Crédito: Lauren Lauschner

 

“HÚMUS PARTE 1”, é um álbum diferente de tudo que você já viu. O grupo República Popular entra na cena regional com este trabalho que traz a Amazônia como protagonista, com seus ritmos e todas suas belezas.

Lançado pela Sagitta Records, o álbum com 12 faixas tem a proposta de mostrar o regionalismo da Amazônia de uma forma mais descomplicada e acessível a todos.

“Queríamos que nosso segundo disco fosse uma homenagem ao Amazonas, mas não expressar isso literalmente. Que fosse um retrato da vida contemporânea aqui, nas letras e nos arranjos. Em determinado momento, percebemos que, morando aqui na maior floresta tropical do mundo, não tínhamos como não trazer isso para as músicas. O amor a sua terra natal é um sentimento muito carregado de legado, de passagem entre gerações, então falar como ciclo da vida cabe como uma luva quando falamos sobre nosso Estado”, analisa Vinítius, vocal e guitarrista da banda.

 

Abaixo, confira na íntegra uma entrevista que fizemos com os integrantes da República Popular.

 

https://www.youtube.com/watch?v=kfxAzPktQ7A&feature=youtu.be

 

Concordei com o release, de que esse é um trabalho ousado. O que vocês acham que mais caracteriza isso?

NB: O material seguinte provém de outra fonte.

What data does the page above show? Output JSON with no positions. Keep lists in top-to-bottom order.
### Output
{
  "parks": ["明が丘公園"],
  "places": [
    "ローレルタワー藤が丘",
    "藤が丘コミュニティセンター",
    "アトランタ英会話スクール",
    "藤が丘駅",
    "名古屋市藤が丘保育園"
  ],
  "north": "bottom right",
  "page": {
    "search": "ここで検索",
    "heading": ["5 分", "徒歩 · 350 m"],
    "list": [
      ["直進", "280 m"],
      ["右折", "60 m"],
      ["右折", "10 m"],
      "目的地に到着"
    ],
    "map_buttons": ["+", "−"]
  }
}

Num tempo onde a informação corre em velocidades extremas, as pessoas consomem as coisas e esquecem com a mesma facilidade, lançar um disco duplo, com 25 faixas, vai de contra-mão às tendências do mercado. O tempo de produção também foi algo arriscado, nos deixando muito tempo longe dos palcos, mas lançamos um single de 3 faixas, todas com clipe, pra garantir que continuássemos presentes na cotidiano do público. (Viktor Judah)

 

Vocês fizeram coisas muito diferentes no álbum. De onde vieram as inspirações?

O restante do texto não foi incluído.